With all of the pious talk of the importance of the big 3 auto makers, it is hard to dissociate ones feelings with the subject. American car culture and our affinity for happy motoring is woven into the Stars and Stripes. But our automotive manufacturers have come to the end of the road. Their myopic practice of pure market-pull business operations, as opposed to the technology push of industrial leadership, has left them stranded on a slender spit of sand surrounded by the rising tide of change. The very immensity and gravitas that allowed these corporate creatures to dominate the market now threatens to sink them as our unsustainable mania for consumption and wretched excess comes to a squealing halt.

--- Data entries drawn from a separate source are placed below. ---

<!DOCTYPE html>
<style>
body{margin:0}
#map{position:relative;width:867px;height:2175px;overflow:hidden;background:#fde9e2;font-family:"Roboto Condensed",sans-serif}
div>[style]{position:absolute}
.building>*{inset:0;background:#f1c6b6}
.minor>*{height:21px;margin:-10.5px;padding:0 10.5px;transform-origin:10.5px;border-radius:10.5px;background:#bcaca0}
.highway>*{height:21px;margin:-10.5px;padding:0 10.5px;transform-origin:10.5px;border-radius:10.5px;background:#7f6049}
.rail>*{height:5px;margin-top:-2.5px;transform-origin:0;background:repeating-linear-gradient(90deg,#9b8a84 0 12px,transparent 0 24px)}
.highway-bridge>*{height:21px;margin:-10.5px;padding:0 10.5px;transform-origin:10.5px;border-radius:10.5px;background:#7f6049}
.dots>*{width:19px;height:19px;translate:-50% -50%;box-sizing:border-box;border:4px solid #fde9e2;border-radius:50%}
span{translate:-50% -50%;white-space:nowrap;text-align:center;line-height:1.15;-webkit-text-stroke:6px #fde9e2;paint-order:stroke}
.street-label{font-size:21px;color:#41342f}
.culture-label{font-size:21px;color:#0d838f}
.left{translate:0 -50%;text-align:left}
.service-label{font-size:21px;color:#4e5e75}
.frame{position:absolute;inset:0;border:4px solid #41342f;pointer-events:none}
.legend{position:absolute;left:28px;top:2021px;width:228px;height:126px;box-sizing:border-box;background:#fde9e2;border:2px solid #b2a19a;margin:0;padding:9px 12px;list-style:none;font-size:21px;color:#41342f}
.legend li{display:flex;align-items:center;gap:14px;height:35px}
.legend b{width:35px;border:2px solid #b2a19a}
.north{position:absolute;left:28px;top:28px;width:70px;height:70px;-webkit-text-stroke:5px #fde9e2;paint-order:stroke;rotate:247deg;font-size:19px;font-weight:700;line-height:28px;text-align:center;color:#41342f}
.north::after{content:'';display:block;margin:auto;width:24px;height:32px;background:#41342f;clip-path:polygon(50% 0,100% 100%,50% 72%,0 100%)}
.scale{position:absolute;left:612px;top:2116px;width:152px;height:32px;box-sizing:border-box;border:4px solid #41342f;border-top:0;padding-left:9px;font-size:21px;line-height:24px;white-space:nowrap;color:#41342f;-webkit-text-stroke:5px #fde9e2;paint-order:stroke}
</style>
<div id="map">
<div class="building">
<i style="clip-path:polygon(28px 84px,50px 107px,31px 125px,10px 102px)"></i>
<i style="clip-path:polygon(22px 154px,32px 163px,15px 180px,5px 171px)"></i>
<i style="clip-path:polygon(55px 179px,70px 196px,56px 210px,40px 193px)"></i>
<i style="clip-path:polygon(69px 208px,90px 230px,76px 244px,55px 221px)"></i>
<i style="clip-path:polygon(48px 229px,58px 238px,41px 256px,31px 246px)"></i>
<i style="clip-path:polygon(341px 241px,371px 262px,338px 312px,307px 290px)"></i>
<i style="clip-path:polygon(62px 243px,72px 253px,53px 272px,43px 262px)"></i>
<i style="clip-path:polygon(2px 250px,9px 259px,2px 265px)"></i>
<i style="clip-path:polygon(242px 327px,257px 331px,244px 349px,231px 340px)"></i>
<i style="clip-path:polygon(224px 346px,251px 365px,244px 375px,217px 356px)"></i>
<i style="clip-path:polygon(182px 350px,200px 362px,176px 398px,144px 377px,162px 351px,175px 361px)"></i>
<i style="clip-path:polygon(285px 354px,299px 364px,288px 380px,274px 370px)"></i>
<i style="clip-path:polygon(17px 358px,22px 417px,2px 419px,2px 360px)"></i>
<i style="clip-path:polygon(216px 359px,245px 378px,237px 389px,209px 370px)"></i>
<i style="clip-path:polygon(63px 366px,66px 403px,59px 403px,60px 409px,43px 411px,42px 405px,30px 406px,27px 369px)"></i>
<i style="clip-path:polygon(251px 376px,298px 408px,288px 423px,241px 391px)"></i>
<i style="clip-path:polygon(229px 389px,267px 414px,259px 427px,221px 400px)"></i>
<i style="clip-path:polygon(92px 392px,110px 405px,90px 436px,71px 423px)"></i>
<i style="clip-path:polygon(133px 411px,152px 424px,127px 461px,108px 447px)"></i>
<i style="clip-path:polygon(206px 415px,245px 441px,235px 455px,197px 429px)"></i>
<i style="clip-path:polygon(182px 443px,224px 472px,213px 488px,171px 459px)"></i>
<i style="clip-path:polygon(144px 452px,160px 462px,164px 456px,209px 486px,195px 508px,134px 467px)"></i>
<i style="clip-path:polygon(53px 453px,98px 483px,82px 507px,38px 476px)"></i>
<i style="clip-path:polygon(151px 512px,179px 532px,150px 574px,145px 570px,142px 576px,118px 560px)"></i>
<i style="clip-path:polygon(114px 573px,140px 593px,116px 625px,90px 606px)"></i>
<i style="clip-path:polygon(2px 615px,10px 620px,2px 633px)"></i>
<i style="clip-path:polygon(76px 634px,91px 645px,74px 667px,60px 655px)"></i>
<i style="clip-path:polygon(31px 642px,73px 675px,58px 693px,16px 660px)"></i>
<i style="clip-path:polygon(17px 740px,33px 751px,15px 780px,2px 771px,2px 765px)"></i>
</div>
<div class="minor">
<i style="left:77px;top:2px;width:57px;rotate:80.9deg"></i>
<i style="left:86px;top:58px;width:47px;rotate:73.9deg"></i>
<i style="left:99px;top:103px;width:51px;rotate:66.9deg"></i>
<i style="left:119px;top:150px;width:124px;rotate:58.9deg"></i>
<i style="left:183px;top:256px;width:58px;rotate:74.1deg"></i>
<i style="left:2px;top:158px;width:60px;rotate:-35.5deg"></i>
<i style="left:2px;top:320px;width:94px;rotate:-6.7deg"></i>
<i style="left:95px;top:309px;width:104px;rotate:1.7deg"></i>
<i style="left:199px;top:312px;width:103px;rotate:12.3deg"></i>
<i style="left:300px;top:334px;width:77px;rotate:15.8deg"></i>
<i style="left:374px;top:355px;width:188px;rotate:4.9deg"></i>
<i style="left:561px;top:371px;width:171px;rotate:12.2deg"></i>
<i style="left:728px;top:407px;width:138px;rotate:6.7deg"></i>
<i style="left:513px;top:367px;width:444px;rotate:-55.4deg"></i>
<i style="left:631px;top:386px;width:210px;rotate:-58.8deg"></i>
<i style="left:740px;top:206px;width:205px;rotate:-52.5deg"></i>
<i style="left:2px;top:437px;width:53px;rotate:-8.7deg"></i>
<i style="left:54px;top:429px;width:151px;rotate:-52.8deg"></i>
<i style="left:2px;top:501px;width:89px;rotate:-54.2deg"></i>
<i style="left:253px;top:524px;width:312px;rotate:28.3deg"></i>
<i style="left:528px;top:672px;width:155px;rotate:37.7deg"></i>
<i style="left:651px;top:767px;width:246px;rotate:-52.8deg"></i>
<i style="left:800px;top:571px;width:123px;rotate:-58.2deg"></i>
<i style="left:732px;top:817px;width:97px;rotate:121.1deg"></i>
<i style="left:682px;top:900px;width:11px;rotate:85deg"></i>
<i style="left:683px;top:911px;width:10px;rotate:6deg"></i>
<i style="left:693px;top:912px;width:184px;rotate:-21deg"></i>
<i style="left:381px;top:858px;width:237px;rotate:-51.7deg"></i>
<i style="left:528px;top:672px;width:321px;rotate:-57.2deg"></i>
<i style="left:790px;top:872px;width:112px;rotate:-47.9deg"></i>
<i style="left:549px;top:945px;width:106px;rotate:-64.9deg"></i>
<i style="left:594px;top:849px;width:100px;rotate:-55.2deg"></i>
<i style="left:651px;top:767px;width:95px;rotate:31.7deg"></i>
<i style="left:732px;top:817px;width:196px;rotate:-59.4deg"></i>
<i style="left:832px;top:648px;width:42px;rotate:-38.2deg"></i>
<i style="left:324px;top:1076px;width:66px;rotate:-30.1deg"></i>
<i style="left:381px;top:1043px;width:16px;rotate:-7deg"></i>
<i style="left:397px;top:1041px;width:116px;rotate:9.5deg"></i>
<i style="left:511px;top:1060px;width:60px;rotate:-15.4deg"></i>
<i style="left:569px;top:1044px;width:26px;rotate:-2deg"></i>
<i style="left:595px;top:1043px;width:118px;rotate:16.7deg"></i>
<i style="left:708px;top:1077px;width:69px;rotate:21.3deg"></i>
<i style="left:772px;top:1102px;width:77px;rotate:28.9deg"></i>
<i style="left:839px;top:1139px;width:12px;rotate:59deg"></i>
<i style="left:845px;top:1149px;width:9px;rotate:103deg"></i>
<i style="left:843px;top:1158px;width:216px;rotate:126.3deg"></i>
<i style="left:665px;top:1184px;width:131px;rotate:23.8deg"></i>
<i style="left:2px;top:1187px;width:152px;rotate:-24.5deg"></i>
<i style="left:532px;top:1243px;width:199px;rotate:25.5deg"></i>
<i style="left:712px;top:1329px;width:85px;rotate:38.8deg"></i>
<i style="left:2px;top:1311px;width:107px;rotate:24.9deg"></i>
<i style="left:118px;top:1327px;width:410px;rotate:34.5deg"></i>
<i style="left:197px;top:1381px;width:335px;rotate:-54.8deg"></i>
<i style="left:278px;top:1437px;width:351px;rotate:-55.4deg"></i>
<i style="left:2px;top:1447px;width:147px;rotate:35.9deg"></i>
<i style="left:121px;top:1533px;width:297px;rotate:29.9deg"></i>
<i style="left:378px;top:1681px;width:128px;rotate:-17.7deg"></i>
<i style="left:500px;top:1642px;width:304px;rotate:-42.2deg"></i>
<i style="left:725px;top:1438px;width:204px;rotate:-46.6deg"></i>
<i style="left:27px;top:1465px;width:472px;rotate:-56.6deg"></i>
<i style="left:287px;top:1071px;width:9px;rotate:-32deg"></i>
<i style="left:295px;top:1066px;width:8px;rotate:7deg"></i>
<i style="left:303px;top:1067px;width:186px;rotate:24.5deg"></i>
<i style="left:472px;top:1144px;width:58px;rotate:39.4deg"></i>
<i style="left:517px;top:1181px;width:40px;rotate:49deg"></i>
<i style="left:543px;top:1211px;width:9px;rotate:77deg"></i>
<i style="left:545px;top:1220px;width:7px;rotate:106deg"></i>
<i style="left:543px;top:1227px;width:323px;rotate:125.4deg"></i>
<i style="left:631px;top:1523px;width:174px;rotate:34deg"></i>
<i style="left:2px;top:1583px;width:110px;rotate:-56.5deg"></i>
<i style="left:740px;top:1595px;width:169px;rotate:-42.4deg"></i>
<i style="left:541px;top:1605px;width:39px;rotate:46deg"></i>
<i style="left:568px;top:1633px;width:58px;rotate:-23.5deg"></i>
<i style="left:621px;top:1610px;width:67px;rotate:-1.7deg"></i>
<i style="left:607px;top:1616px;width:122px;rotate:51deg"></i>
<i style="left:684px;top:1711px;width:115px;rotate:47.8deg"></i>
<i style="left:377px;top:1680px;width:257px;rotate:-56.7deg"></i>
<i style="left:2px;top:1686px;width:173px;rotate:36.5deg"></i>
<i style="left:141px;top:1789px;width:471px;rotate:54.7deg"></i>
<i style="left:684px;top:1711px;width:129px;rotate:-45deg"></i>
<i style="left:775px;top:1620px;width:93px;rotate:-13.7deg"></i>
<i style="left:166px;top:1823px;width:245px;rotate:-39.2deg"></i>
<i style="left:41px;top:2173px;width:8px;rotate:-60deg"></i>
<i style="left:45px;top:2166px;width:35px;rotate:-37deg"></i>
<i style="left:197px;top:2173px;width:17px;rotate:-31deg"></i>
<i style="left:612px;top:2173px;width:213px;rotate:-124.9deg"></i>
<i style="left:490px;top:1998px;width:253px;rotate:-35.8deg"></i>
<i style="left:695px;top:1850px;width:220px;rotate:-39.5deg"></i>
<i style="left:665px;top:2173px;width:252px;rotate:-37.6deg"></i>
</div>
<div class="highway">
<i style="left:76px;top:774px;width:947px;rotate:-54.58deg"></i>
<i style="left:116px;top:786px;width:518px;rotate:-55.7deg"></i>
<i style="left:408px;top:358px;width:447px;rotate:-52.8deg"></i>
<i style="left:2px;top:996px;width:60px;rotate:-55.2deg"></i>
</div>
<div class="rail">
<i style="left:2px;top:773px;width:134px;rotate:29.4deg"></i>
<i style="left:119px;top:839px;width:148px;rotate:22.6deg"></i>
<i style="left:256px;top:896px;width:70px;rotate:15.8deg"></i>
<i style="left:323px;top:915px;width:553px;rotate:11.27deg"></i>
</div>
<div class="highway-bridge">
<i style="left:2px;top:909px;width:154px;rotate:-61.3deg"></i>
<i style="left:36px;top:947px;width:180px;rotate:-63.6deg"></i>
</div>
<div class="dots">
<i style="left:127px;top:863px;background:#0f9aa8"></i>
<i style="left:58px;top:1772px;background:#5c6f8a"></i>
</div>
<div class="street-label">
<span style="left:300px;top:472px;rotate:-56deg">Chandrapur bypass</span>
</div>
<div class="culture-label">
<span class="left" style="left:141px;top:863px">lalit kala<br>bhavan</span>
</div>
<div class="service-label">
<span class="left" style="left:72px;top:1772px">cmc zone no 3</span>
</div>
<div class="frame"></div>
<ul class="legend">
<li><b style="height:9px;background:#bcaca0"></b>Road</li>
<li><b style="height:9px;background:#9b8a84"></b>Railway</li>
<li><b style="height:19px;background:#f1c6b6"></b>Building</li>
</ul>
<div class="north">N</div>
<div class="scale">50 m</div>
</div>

Three ailing patients show up in the congressional emergency room and plead for help. But the market and the government must do triage on this group of patients lying on cots before us and throw resources at those who may live and wheel the living dead to expire in the dark hallways of the corporate morgue.

The delegation of big wheels from Detroit were apparently unsuccesful in their reconnoiter to DC looking for national treasure. Their bizjet faux pas was the finishing dab of paint on this silly cartoon. It was a signature blunder marking arrogance and an artless attempt to exploit the transient alignment of stars motivating congress to fund business institutions “too large to fail”.

These business dinosaurs need to become extinct so as to allow other more competitive creatures a chance at survival. I urge the Congress to stand back and allow these companies to enter into Chapter 11 and reorganize. Their cost structures are simply too bloated with overhead to go forward. If a company is willing to reorganize, then it may be worth advancing a loan of public funds to aid their survival. But as they are presently configured, they should not be encouraged to live on to produce more of the same.